Способствовало [Путину] и беззаконие, которое установилось в России. Так что ему было очень легко выстроить вокруг себя достаточно могущественную коалицию, корни которой уходили в КГБ, в формирующуюся олигархию и контроль над СМИ. Но все это дошло до такой степени, которую в те времена мало кто мог предвидеть. Важная особенность системы, которую столь успешно выстроил Путин, заключается в том, что он стал полностью изолированным. Он окружен людьми, которые во всем с ним соглашаются, и все глубже погружается в свою же пропаганду. 

Вы можете наблюдать то же самое и в Турции с Эрдоганом. Вы увидите [те же самые процессы] во многих африканских странах, в которых воцарились клептократические правители. Как только это происходит, ситуация становится очень опасной, потому что какие-либо институциональные сдержки и противовесы, в сущности, перестают действовать. Именно на этом основывается система, выстроенная Путиным. Больше нет голосов, которые сказали бы ему, что то, что он делает, будет иметь катастрофические последствия и для него самого, и для России. 

Многие страны, которые дошли до этой стадии, недостаточно могущественны для того, чтобы нанести сколько бы то ни было значимый урон [другим государствам]. Демократическая Республика Конго при [президенте] Мобуту в определенной степени могла нанести урон на уровне своего региона, но до известного предела. Но Россия получила в наследство [от СССР] ядерное оружие и невероятно большую армию, которой доступно не только это ядерное оружие, но и очень современное вооружение, а также возможности вести кибервойну. И все это без каких-либо тормозов, без противовесов. 

Я думаю, что [то, что мы сейчас наблюдаем] это второй этап в судьбе [постсоветской] России. Он в полной мере представляет собой продолжение уже случившегося провала — институционального провала, экономического провала. Вы знаете, как мало выгод получили люди в России и как обогатилась невероятно клептократическая олигархия, многие представители которой живут в Лондоне, а не в Москве. Но сейчас начинается новая фаза этого провала или упадка России, и она одинаково опасна и для мира, и для российского народа. 

— А что именно вы подразумеваете под этой «новой фазой» — саму по себе войну с Украиной или то, что будет происходить в России после нее?

— Я не эксперт по России, поэтому мне сложно прогнозировать, что будет происходить внутри страны. Когда [лидер] вроде Мобуту в Демократической Республике Конго или [Роберта] Мугабе в Зимбабве совершает шаги, которые опасны для его режима, для него самого и при этом, конечно же, разрушительны для его народа, то, как правило, находятся влиятельные силы внутри режима, которые могут попытаться отстранить такого лидера от управления страной. Но, судя по внешним признакам, власть Путина настолько прочна, что это маловероятно. 

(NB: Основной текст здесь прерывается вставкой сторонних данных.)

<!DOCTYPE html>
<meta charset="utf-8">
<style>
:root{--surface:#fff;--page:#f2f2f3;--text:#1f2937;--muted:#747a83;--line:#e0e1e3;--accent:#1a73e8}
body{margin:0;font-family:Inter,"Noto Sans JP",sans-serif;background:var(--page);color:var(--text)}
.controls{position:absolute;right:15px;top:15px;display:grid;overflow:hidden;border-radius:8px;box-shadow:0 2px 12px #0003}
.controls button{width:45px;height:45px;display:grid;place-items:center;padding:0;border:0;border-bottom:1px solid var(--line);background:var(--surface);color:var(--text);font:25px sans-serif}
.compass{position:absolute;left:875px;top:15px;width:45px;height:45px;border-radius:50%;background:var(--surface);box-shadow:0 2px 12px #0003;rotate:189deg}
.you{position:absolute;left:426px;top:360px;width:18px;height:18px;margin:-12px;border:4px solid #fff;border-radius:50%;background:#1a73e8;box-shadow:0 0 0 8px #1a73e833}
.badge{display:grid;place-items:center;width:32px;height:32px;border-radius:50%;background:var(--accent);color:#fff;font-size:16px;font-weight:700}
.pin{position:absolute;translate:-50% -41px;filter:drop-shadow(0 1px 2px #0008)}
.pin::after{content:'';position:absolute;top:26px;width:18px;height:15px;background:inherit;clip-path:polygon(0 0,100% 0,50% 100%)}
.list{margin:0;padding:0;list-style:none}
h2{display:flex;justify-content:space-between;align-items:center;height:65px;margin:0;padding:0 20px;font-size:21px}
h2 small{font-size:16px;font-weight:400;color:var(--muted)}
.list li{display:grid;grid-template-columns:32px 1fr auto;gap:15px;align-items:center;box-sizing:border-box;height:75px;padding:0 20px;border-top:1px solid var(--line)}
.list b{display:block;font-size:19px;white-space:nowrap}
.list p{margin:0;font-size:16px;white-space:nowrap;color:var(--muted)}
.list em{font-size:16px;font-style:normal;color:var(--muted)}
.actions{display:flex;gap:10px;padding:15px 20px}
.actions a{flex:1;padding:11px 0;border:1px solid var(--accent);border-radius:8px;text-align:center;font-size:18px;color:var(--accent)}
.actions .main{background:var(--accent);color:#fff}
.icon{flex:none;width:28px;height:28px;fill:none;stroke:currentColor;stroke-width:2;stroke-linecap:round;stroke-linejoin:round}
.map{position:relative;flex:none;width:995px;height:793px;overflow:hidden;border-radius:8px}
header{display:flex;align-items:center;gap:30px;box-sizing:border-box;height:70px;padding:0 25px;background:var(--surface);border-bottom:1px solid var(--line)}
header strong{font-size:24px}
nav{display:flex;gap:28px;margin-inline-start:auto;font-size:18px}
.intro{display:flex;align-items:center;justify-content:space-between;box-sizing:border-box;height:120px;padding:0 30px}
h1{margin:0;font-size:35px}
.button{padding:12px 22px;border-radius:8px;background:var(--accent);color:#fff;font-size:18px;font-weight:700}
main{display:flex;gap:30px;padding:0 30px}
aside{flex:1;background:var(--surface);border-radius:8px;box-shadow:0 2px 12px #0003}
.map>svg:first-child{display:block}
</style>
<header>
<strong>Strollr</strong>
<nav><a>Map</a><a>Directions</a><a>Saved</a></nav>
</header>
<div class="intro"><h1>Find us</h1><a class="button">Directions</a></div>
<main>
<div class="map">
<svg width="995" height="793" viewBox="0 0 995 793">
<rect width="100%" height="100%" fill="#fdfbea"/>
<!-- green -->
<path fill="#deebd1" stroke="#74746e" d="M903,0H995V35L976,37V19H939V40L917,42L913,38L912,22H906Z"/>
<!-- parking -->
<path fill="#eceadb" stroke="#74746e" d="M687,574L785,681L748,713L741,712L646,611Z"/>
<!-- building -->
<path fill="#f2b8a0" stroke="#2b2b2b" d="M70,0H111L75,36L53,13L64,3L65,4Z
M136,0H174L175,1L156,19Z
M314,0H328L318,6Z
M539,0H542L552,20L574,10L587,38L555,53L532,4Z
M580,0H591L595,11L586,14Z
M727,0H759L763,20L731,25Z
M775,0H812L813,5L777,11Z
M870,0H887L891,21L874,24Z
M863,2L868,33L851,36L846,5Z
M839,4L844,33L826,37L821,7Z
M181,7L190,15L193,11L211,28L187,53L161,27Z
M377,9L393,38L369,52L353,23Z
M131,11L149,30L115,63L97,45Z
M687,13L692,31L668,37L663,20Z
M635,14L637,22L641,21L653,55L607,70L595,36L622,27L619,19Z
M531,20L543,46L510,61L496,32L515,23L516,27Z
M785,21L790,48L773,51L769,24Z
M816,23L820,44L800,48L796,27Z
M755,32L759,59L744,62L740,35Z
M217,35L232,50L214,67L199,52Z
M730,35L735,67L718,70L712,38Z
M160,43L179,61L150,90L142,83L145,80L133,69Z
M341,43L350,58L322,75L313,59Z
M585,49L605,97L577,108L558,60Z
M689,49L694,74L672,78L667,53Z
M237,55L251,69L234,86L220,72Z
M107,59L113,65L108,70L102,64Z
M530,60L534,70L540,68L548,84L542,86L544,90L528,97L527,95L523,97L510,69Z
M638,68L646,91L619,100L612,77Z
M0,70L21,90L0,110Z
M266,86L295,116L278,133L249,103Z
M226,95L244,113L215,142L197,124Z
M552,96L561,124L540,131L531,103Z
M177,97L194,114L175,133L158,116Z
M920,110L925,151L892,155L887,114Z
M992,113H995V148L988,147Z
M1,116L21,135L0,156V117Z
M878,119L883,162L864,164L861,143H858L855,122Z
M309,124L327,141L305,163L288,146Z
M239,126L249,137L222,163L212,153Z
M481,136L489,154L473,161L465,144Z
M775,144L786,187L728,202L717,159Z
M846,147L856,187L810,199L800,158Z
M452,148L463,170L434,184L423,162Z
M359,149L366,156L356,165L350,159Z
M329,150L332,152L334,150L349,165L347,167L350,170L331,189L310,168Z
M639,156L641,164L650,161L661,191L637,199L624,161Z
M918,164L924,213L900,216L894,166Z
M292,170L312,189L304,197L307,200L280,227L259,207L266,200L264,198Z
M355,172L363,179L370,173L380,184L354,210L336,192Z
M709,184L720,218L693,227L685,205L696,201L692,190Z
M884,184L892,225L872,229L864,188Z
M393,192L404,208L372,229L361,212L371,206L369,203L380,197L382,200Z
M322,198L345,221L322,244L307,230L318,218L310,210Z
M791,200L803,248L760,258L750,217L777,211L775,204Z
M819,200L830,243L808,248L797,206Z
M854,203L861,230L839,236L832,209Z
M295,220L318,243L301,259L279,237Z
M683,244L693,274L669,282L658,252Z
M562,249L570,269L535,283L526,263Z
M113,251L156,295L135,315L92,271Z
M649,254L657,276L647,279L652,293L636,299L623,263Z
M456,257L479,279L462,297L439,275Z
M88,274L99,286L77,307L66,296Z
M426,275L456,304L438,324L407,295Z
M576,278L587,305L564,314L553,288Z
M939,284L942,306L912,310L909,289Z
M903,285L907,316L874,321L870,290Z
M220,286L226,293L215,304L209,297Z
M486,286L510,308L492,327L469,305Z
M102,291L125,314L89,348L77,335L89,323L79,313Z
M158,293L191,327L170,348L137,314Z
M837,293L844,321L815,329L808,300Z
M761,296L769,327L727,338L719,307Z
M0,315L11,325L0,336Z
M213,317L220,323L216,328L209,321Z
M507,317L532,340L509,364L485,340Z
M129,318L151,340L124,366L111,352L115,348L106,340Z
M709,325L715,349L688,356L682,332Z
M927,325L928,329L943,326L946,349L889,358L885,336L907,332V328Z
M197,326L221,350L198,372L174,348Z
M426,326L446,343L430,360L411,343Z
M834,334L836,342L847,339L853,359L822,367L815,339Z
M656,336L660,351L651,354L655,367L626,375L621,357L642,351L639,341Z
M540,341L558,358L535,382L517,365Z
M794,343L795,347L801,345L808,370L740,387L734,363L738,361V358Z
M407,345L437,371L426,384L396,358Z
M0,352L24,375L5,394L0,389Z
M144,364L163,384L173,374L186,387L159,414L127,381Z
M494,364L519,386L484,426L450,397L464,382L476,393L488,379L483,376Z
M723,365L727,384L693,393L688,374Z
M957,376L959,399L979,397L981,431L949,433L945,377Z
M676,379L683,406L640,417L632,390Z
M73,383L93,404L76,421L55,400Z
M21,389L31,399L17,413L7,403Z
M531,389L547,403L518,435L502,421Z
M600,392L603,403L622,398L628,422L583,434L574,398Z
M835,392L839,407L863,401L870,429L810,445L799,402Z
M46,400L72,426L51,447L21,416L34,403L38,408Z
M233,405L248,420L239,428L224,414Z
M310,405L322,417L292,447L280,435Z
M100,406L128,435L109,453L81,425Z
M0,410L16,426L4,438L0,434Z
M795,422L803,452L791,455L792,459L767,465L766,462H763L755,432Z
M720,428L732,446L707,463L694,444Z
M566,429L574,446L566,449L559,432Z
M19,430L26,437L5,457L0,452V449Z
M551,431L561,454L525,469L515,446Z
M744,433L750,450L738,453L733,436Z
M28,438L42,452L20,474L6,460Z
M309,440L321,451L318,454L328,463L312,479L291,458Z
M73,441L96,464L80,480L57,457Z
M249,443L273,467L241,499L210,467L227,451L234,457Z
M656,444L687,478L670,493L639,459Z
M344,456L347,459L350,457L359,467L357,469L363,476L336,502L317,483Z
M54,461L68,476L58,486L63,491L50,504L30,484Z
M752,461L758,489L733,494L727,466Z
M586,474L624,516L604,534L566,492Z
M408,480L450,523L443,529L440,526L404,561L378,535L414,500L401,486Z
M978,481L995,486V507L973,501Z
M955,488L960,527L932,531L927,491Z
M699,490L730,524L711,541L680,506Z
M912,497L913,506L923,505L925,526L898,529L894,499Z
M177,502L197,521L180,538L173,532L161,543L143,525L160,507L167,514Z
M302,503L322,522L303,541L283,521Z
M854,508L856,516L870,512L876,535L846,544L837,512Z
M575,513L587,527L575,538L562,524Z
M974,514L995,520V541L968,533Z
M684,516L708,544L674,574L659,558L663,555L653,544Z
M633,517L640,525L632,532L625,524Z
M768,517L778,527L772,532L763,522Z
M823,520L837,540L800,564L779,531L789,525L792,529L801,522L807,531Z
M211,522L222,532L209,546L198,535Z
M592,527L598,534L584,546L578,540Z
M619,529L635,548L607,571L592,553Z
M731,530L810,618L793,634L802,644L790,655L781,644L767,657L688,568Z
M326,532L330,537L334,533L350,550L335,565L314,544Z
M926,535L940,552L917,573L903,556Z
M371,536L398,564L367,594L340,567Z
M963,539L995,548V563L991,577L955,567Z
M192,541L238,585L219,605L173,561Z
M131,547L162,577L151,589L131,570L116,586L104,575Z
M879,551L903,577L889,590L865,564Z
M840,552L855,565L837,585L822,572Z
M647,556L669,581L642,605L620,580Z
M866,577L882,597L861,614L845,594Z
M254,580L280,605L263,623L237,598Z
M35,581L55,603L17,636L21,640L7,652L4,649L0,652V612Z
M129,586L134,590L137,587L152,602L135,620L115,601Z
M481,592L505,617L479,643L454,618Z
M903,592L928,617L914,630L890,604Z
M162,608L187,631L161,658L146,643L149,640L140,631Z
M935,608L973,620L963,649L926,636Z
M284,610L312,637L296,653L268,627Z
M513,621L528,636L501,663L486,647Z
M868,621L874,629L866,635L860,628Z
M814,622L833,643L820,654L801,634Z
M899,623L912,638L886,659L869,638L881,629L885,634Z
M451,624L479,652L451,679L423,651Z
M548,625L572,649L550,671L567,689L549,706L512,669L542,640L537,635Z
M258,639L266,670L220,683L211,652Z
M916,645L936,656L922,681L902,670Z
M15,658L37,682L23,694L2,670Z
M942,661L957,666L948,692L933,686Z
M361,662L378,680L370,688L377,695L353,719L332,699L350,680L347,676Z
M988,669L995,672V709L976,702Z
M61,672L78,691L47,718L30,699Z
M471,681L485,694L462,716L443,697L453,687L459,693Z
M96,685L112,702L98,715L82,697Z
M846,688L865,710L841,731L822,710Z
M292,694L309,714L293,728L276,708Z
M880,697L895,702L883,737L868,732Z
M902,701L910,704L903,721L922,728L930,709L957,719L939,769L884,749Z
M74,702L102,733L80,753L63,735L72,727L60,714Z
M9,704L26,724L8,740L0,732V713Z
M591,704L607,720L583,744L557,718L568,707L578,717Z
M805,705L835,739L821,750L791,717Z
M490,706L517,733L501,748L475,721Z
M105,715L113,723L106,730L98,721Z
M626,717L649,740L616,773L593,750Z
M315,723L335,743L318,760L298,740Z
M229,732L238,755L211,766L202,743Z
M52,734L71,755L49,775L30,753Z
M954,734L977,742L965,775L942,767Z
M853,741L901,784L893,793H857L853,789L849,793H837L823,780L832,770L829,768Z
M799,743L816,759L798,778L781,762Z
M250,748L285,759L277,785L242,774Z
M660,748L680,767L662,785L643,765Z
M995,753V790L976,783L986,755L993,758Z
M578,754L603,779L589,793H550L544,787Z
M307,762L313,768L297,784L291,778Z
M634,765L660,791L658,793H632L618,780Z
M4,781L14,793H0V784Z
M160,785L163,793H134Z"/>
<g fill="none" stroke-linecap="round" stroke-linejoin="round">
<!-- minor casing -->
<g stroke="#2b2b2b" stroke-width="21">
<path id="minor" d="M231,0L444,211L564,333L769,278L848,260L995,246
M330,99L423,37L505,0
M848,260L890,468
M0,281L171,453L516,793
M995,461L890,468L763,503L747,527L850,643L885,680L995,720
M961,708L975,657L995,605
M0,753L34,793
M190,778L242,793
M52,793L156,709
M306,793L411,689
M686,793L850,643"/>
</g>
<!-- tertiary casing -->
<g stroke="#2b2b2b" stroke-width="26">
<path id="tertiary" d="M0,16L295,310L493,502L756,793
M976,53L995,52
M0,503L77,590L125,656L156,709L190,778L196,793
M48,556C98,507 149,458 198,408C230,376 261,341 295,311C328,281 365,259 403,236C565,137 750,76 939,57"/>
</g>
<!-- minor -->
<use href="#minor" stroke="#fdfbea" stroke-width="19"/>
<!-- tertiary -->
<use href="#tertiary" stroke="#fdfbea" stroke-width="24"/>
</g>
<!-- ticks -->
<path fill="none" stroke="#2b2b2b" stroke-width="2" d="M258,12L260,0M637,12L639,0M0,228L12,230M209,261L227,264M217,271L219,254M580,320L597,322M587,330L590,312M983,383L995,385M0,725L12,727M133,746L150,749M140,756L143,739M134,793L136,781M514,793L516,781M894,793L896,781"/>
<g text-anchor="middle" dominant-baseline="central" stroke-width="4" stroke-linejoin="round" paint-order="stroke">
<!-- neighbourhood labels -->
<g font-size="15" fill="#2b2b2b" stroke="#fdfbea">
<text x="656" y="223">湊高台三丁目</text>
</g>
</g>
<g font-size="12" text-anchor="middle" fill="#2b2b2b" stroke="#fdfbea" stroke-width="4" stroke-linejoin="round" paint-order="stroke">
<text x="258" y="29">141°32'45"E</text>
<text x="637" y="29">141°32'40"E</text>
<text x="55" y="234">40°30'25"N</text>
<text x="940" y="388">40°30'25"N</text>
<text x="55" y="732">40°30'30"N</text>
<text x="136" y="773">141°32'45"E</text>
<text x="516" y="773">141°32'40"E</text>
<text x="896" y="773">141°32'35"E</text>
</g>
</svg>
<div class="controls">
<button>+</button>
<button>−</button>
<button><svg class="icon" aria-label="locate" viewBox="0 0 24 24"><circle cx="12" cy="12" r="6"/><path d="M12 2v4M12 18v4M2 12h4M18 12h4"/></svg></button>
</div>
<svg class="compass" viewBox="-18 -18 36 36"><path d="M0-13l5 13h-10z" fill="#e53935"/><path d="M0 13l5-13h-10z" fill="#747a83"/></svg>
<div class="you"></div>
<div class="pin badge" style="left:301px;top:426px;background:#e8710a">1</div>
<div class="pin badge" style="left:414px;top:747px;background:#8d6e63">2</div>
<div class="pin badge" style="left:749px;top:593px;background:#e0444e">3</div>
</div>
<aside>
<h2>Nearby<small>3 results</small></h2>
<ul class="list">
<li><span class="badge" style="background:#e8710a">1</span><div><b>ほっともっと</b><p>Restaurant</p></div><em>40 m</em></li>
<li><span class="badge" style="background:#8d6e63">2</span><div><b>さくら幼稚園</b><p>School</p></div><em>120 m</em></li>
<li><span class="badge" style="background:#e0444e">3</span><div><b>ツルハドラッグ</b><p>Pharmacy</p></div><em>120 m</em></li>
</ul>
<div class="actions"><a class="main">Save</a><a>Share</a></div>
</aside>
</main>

Как я понял, информация, которую он получал от своих генералов, окружения и советников, была неточной — [например] информация о том, как быстро прогнется Запад или как быстро рухнет Украина. Так что мы оказались в очень опасной точке. [Путин] вряд ли сдаст назад. Эта война не идет к завершению, даже если она будет ограничена востоком [Украины], к чему, судя по всему, все сейчас и идет. Так что [с нами надолго будет] опасность эскалации. Я думаю, в окружении Путина будут все больше говорить о том, что во всем этом виноват Запад, который снабжает Украину оружием: «А мы должны их проучить». И опять же не будет голоса, который сказал бы им, что это настоящее сумасшествие, что это действительно опасно. Так что это очень непредсказуемая фаза.  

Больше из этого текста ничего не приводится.